We have a Linux server running Debian 4.0.5 (Kernel 4.0.0-2) with 32G RAM installed and 16G Swap configured. The system uses lxc containers for compartmentalisation, but that shouldn't matter here. The issue exists inside and out of different containers.

Here's a typical free -h:

              total        used        free      shared  buff/cache   available
Mem:            28G        2.1G         25G         15M        936M         26G
Swap:           15G        1.4G         14G

/proc/meminfo has

Committed_AS:   12951172 kB

So there's plenty of free memory, even if everything allocated was actually used at once. However, the system is instantly paging even running processes.

This is most notable with Gitlab, a Rails application using Unicorn: newly forked Unicorn workers are instantly swapped, and when a request comes in need to be read from disk at ~1400kB/s (data from iotop) and runs into timeouts (30s for now, to get it restarted in time. No normal request should take more than 5s) before it gets loaded into memory completely, thus getting instantly killed. Note that this is just an example, I have seen this happen to redis, amavis, postgres, mysql, java(openjdk) and others.

The system is otherwise in a low-load situation with about 5% CPU utilization and a loadavg around 2 (on 8 cores).

What we tried (in no particular order):

  1. swapoff -a: fails at about 800M still swapped
  2. Reducing swappiness (in steps) using sysctl vm.swappiness=NN. This seems to have no impact at all, we went down to 0% and still exactly the same behaviour exists
  3. Stopping non-essential services (Gitlab, a Jetty-based webapp…), freeing ca. 8G of committed-but-not-mapped memory and bringing Committed_AS down to about 5G. No change at all.
  4. Clearing system caches using sync && echo 3 > /proc/sys/vm/drop_caches. This frees up memory, but does nothing to the swap situation.
  5. Combinations of the above

Restarting the machine to completely disable swap via fstab as a test is not really an option, as some services have availability issues and need planned downtimes, not "poking around"… and also we don't really want to disable swap as a fallback.

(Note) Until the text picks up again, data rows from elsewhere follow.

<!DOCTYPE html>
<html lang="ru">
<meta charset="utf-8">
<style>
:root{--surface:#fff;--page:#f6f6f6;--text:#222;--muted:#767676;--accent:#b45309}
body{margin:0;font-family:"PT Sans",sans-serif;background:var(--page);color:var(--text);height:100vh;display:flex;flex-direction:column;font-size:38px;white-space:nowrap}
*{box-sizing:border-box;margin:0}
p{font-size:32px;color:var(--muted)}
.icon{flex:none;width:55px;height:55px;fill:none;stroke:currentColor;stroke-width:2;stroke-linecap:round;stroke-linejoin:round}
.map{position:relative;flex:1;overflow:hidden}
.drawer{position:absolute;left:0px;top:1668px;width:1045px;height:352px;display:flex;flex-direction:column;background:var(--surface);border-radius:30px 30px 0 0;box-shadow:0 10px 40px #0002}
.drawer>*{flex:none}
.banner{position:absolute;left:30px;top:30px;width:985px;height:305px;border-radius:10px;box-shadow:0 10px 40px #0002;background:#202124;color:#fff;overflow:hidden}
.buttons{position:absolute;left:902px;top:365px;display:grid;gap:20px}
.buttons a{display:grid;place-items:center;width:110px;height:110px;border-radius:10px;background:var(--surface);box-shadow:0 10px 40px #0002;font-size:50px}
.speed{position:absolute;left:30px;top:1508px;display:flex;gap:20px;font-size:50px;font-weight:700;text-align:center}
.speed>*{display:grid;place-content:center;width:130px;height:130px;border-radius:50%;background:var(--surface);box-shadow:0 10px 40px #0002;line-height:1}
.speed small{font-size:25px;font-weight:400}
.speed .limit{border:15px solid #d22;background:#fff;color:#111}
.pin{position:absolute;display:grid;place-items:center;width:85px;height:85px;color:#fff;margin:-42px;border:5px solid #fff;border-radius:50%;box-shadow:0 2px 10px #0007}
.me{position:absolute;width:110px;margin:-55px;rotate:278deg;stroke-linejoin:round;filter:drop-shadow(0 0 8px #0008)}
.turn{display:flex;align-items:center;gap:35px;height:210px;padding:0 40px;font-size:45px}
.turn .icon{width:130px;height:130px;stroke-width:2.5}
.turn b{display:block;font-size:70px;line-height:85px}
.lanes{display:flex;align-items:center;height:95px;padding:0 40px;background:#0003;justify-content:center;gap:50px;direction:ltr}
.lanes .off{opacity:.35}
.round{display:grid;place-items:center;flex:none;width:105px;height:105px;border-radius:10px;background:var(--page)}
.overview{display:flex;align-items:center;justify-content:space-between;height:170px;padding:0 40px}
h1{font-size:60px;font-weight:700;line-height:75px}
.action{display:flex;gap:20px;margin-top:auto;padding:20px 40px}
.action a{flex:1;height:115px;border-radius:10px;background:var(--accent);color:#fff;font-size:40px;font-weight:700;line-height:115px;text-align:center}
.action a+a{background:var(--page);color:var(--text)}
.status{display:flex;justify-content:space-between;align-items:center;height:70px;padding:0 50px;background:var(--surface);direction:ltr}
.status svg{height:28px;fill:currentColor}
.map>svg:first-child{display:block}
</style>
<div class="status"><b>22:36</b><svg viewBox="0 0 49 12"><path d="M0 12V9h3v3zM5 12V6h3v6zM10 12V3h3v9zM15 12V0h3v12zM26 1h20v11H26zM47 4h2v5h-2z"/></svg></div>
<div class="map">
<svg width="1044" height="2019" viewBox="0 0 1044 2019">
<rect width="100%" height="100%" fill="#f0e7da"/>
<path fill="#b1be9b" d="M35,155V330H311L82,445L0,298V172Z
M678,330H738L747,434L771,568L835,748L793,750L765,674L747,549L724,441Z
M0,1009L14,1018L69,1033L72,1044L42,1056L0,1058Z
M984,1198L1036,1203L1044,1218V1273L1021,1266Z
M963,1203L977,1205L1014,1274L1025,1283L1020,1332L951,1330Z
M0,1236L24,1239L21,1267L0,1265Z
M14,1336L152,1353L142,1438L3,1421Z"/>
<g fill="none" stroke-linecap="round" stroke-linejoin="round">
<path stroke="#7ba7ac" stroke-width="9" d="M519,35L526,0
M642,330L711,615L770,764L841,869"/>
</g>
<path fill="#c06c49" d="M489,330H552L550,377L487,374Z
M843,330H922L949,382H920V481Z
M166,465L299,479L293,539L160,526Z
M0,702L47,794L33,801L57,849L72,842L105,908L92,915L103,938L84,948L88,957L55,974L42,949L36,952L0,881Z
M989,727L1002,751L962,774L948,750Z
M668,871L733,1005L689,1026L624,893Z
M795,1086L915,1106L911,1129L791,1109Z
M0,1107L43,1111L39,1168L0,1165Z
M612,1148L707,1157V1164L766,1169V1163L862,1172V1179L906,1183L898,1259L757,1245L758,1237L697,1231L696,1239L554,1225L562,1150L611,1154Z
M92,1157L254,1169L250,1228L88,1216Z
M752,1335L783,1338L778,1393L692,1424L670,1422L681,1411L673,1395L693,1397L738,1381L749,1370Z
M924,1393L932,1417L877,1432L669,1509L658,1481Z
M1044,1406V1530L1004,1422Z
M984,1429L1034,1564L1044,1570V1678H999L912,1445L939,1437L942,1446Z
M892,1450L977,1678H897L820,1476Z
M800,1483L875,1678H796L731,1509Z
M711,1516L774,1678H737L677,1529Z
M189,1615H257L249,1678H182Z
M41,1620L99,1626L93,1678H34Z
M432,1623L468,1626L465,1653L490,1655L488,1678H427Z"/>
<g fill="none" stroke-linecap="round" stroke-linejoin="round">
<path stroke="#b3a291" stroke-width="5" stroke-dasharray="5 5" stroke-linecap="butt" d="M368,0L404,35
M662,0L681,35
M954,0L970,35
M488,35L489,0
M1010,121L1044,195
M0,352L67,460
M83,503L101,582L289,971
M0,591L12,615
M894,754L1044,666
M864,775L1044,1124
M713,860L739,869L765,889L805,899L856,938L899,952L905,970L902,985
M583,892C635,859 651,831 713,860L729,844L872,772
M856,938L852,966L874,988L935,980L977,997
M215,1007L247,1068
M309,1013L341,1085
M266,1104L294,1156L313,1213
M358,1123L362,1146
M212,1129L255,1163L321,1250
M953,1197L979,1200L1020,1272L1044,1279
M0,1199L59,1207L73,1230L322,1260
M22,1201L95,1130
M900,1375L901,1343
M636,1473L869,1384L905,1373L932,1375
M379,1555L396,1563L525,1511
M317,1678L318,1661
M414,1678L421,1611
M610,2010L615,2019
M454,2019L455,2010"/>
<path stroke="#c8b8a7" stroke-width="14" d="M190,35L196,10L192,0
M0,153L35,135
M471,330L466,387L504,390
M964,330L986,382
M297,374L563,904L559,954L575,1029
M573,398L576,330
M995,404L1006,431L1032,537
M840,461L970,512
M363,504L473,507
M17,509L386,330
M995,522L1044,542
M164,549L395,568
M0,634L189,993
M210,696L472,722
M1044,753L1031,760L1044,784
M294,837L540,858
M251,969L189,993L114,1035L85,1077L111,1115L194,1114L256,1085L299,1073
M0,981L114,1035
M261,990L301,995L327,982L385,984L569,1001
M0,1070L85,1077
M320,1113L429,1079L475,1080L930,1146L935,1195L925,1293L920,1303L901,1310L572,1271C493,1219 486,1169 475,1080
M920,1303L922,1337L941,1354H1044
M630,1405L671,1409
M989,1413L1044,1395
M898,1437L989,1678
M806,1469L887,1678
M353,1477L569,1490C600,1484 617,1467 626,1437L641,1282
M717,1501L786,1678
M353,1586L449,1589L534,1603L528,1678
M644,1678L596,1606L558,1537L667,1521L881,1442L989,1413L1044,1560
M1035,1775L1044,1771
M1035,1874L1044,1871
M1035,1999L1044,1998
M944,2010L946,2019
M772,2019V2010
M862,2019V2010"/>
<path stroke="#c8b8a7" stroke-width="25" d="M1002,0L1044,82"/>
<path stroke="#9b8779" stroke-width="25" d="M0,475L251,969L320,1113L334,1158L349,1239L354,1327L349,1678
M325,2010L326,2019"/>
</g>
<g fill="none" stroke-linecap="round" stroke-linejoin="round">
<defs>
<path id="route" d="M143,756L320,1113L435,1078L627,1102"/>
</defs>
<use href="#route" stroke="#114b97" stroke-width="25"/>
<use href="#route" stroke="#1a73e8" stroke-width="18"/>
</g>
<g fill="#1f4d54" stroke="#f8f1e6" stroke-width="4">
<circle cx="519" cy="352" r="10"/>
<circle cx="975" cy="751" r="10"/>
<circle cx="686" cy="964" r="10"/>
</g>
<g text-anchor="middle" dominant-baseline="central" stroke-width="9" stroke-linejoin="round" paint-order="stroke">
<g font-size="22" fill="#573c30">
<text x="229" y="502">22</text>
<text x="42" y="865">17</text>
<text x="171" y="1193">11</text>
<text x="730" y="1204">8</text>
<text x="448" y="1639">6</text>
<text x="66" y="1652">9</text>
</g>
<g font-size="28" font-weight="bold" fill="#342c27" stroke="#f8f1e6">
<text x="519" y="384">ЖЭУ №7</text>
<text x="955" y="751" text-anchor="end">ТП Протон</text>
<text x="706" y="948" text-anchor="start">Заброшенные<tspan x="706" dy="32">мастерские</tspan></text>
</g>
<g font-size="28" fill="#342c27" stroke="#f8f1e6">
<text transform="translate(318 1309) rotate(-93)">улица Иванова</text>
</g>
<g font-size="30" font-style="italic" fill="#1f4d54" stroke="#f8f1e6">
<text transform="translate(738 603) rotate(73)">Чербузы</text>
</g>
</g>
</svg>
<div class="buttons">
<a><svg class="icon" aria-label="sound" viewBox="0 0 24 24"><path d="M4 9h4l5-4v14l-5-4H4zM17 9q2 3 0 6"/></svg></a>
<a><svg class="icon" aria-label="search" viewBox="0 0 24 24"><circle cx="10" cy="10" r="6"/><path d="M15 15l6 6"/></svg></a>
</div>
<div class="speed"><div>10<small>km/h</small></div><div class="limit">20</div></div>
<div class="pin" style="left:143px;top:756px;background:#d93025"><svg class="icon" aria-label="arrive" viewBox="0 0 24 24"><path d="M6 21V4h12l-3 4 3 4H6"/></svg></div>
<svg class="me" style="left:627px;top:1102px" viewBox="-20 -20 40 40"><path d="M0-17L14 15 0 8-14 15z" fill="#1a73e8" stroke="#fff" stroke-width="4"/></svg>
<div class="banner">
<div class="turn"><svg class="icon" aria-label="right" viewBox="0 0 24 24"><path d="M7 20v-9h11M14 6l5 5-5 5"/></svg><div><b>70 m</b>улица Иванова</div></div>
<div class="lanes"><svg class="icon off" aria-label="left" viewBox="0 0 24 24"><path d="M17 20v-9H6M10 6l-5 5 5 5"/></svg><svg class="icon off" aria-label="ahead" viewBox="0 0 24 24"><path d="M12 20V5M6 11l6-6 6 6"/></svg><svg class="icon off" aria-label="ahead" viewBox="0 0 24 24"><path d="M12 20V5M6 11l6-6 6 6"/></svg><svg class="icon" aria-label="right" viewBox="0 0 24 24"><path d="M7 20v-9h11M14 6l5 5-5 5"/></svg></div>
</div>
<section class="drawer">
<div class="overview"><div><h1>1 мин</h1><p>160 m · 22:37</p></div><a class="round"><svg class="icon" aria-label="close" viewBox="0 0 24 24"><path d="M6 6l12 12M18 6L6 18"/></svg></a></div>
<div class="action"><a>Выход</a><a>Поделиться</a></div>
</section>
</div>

I don't see why there is any swapping occuring here. Any ideas what may be going on?


This problem has existed for a while now, but it showed up first during a period of high IO load (long background data processing task), so I can't pinpoint a specific event. This task is done for some days and the problem persists, hence this question.

Best Answer

Remember how I said:

The system uses lxc containers for compartmentalisation, but that shouldn't matter here.

Well, turns out it did matter. Or rather, the cgroups at the heart of lxc matter.

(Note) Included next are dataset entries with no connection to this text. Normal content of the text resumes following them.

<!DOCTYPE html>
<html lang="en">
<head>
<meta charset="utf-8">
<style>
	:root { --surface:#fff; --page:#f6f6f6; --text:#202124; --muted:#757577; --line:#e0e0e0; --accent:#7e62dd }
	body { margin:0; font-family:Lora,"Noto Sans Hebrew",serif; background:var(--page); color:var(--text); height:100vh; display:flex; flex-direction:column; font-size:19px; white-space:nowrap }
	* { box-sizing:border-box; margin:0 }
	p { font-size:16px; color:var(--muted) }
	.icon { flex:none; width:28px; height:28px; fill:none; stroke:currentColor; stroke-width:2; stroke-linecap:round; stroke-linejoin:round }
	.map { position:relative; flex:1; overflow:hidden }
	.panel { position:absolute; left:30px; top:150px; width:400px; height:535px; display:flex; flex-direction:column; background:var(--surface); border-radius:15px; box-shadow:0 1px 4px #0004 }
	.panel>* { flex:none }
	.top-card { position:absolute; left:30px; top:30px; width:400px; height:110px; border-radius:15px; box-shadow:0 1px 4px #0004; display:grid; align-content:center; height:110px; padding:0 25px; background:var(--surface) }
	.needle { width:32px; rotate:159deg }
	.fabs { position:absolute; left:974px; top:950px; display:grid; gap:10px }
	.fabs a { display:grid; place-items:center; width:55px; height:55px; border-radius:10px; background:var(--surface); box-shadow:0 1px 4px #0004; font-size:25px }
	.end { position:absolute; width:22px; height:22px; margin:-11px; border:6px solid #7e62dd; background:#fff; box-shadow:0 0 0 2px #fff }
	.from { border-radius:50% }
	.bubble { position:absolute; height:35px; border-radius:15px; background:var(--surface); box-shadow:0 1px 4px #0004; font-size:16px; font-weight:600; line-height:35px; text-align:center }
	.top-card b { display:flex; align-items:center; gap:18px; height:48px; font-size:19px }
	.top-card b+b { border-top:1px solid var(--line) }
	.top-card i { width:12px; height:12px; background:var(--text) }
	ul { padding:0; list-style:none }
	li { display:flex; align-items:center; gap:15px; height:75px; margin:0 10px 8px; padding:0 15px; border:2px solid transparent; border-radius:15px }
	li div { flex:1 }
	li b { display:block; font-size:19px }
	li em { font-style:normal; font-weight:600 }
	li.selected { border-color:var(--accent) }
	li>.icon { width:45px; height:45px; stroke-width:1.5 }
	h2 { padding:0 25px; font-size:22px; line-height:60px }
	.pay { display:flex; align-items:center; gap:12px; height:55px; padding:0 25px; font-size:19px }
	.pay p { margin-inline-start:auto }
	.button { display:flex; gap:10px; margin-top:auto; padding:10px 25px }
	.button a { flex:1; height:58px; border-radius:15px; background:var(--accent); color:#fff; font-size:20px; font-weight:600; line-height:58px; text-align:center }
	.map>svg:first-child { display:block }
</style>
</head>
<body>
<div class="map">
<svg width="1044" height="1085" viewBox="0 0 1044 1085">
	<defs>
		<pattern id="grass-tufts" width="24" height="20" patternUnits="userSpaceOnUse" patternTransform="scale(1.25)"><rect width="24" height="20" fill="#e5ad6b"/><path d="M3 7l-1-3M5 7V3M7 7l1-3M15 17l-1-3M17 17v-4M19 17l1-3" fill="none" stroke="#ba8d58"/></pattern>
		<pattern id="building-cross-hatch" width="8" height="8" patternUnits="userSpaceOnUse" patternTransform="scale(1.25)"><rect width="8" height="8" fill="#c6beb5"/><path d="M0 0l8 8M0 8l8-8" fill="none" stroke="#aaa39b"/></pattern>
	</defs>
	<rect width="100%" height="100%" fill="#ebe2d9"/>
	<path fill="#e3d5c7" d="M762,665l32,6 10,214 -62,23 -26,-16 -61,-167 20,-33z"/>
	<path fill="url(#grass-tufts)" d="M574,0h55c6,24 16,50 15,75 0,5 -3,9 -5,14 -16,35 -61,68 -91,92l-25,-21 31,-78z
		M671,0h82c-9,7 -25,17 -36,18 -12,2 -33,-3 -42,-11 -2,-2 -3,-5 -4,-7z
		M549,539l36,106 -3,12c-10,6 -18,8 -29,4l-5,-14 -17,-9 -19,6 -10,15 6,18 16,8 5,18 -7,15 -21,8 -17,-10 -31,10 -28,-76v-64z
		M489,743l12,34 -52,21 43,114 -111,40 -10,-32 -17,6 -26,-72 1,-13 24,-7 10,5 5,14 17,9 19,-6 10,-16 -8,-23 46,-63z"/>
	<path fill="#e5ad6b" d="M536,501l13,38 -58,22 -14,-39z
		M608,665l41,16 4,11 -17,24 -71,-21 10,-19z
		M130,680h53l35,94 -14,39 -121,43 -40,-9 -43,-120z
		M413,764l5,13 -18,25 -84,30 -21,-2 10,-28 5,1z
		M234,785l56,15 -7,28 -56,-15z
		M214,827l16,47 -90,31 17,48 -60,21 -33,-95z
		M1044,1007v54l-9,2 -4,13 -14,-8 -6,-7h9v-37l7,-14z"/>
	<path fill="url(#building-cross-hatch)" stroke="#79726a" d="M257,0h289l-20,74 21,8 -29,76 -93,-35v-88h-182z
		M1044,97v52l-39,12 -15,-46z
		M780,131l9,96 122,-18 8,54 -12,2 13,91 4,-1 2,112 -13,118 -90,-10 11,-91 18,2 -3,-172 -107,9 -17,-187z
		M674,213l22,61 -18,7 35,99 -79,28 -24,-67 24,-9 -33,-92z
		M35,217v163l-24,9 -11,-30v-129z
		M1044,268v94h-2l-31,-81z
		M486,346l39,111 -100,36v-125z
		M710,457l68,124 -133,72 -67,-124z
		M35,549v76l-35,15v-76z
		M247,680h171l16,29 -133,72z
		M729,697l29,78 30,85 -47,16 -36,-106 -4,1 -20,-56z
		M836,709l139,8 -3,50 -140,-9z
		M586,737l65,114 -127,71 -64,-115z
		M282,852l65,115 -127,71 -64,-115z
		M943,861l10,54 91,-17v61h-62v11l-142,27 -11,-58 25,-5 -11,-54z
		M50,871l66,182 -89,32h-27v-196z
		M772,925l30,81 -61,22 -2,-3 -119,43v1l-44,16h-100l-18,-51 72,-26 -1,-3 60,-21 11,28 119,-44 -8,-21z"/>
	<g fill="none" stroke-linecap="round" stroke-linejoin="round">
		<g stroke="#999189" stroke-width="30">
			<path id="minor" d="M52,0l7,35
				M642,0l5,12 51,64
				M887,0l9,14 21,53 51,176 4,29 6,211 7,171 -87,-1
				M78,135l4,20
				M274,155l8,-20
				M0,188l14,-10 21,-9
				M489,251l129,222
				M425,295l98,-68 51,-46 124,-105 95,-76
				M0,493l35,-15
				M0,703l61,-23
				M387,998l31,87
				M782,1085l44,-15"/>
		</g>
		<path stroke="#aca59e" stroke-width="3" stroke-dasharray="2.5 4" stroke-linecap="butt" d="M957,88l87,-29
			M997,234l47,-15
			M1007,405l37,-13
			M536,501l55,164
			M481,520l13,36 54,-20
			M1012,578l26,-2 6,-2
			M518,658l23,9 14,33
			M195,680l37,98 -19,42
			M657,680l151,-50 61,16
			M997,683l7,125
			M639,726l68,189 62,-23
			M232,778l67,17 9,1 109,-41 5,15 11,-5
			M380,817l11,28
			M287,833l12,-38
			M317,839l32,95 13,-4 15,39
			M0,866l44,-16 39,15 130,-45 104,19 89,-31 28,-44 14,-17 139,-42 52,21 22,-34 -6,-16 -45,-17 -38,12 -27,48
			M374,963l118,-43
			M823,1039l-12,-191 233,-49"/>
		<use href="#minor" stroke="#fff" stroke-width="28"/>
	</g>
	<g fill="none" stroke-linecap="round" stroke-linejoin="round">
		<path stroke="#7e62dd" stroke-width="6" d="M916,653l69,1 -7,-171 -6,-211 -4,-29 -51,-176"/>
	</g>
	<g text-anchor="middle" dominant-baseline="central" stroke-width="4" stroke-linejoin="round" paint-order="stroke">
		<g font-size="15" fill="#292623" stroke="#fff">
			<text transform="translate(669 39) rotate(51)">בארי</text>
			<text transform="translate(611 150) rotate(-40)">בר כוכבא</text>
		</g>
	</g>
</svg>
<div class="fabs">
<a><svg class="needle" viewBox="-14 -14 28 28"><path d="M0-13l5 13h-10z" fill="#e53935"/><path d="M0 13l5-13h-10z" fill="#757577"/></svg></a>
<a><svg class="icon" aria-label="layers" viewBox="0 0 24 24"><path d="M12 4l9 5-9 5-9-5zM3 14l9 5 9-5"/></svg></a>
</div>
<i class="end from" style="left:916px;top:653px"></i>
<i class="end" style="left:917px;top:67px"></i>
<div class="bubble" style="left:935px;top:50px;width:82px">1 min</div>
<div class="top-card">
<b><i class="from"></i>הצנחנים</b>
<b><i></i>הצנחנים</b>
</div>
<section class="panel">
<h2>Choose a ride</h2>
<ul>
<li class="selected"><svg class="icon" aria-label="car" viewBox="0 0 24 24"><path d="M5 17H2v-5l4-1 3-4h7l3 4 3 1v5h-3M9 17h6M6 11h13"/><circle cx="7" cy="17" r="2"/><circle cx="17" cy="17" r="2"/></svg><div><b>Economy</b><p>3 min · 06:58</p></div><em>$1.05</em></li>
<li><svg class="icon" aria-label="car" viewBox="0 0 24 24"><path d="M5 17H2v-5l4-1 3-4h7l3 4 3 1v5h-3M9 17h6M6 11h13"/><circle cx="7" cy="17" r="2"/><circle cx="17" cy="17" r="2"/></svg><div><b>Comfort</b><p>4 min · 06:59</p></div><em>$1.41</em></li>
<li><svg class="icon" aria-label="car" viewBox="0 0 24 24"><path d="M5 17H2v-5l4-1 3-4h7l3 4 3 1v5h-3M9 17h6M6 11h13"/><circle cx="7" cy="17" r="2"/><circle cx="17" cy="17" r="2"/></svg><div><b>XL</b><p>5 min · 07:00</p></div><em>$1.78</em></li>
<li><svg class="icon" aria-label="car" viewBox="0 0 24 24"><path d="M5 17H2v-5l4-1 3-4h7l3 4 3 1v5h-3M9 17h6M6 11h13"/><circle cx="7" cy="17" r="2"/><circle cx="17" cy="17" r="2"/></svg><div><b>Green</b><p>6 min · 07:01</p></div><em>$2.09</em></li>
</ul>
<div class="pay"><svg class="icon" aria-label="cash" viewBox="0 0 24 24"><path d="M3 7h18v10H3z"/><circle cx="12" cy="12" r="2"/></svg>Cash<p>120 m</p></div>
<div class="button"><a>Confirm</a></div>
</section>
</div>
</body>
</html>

The host machine only sees reboots for kernel upgrades. So, what were the last kernels used? 3.19, replaced by 4.0.5 2 months ago and yesterday with 4.1.3. And what happened yesterday? Processes getting memkilled left, right and center. Checking /var/log/kern.log, the affected processes were in cgroups with 512M memory. Wait, 512M? That can't be right (when the expected requirement is around 4G!). As it turns out, this is exactly what we configured in the lxc configs when setting this all up months ago.

So, what happened is that 3.19 completely ignored the memory limit for cgroups; 4.0.5 always paged if the cgroup required more than allowed (this is the core issue of this question) and only 4.1.3 does a full memkiller-sweep.

The swappiness of the host system had no influence on this, since it never was anywhere near being out of physical memory.

The solution:

For a temporary change, you can directly modify the cgroup, for example for an lxc container named box1 the cgroup is called lxc/box1 and you may execute (as root in the host machine):

$ echo 8G > /sys/fs/cgroup/memory/lxc/box1/memory.limit_in_bytes

The permanent solution is to correctly configure the container in /var/lb/lxc/...

lxc.cgroup.memory.limit_in_bytes = 8G

Moral of the story: always check your configuration. Even if you think it can't possibly be the issue (and takes a different bug/inconsistency in the kernel to actually fail).